10. Harnesses that expose Skills directly
Some harnesses expose SKILL.md before they expose a full plugin manifest. Still think in plugins:
- Keep a source plugin folder with the plugin name, owner, version, changelog, Skills, scripts, references, and telemetry plan.
- Generate or copy the Skill capability into the harness-specific directory.
- Keep the plugin id and version in your telemetry events.
- Measure the capability as part of the plugin, not as a detached file.
That lets the same reconcile-invoices Skill run in Cursor, Windsurf, Gemini CLI, Copilot, or Antigravity without losing the plugin-level product view.
11. Measure plugin and capability behavior
Measure both layers:
- Plugin events: installed, updated, enabled, disabled, component inventory registered.
- Skill events: invoked, completed, errored, rated, version compared.
- Component events: connector invoked, hook executed, MCP operation wrapped, app action completed.
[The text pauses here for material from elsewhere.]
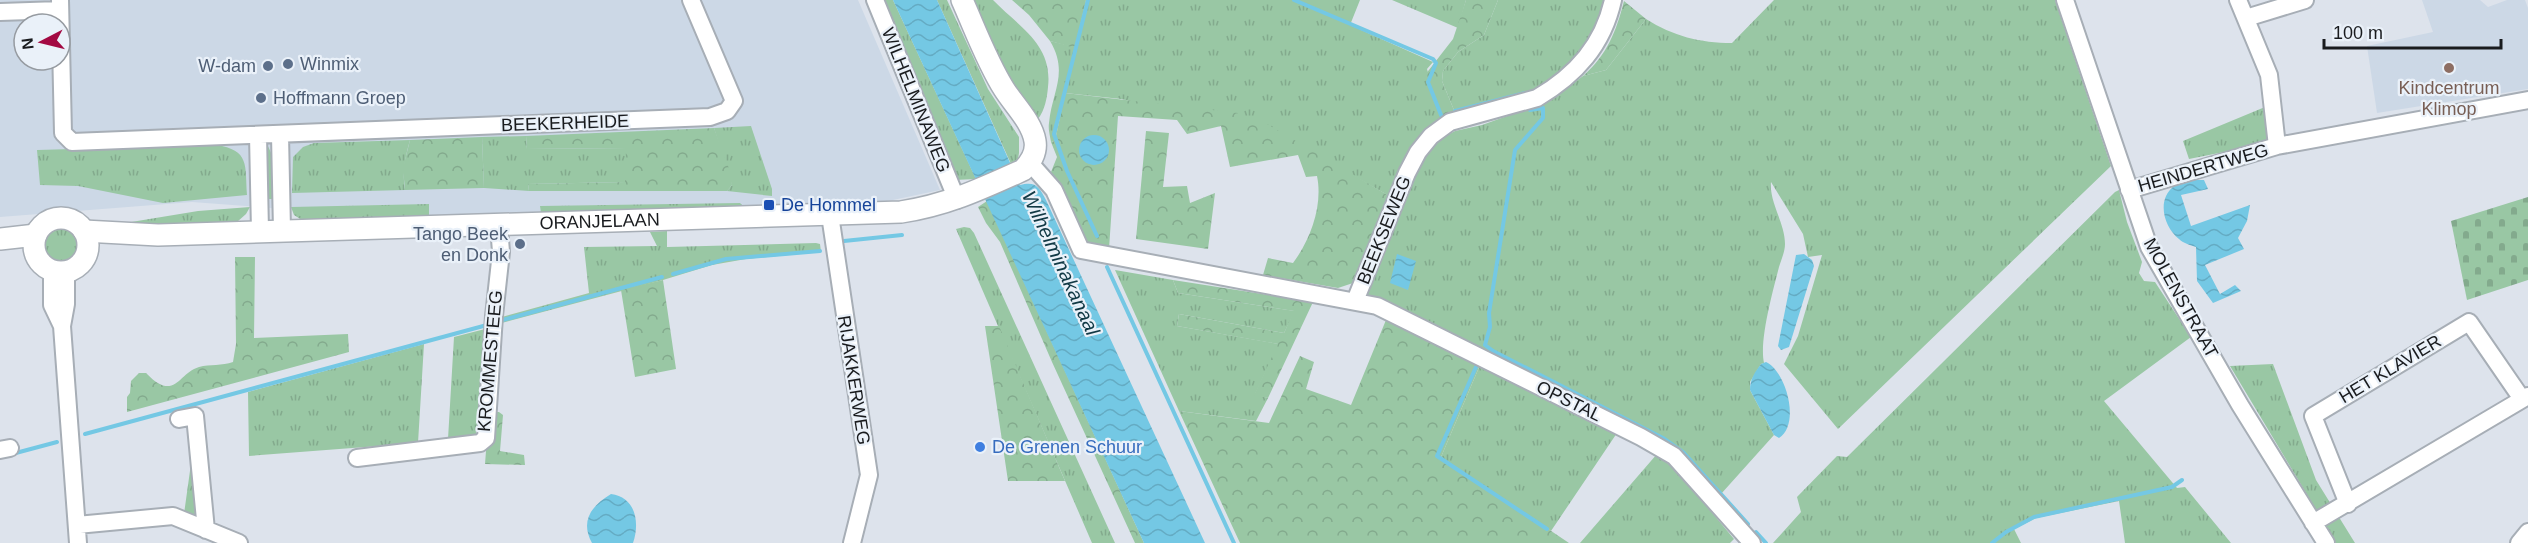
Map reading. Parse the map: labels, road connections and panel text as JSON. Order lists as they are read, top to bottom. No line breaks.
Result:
{"streets":{"main road":["ORANJELAAN"],"street":["WILHELMINAWEG","BEEKERHEIDE","HEINDERTWEG","BEEKSEWEG","MOLENSTRAAT","KROMMESTEEG","HET KLAVIER","RIJAKKERWEG","OPSTAL"]},"crossings":[["WILHELMINAWEG","ORANJELAAN"],["HEINDERTWEG","MOLENSTRAAT"],["ORANJELAAN","BEEKSEWEG"],["ORANJELAAN","KROMMESTEEG"],["ORANJELAAN","RIJAKKERWEG"],["BEEKSEWEG","OPSTAL"],["MOLENSTRAAT","HET KLAVIER"]],"water":["Wilhelminakanaal"],"places":{"other":["Winmix","W-dam","Kindcentrum Klimop","Hoffmann Groep","Tango Beek en Donk","De Grenen Schuur"],"transit":["De Hommel"]},"scale_bar":"100 m","north":"left"}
With Telvine, publish the plugin:
npm i -g @telvine/cli
telvine login
telvine publish ./my-plugin
Use plugin components to register non-Skill components and decide whether each component emits runtime events or is inventory-only.
12. Release through adapters
When a plugin version is ready, release the same source plugin through each target adapter:
- Generate or update the Codex package.
- Generate or update the Microsoft 365 Copilot Cowork app package.
- Generate or update the Claude plugin package.
- Generate or update the OpenClaw plugin package.
- Generate or update the Hermes Agent plugin package.
- Export direct
SKILL.mdpackages for harnesses that do not yet expose full plugin manifests. - Register the plugin version and component inventory in Telvine.
- Compare telemetry across harnesses after rollout.
The cross-harness question is not "did this Skill run?" It is "does this plugin product work across the surfaces where our customers use agents?"
Checklist
- The plugin has a stable name, owner, version, and install target.
- The source plugin workspace exists before any harness-specific adapter.
- The first Skill has a precise trigger description.
- Deterministic work lives in scripts, not prose.
- Each harness has an adapter, but the plugin identity stays stable.
- Telemetry records plugin version and capability version.
- Events use typed metadata only: no prompts, file contents, connector payloads, or tool arguments.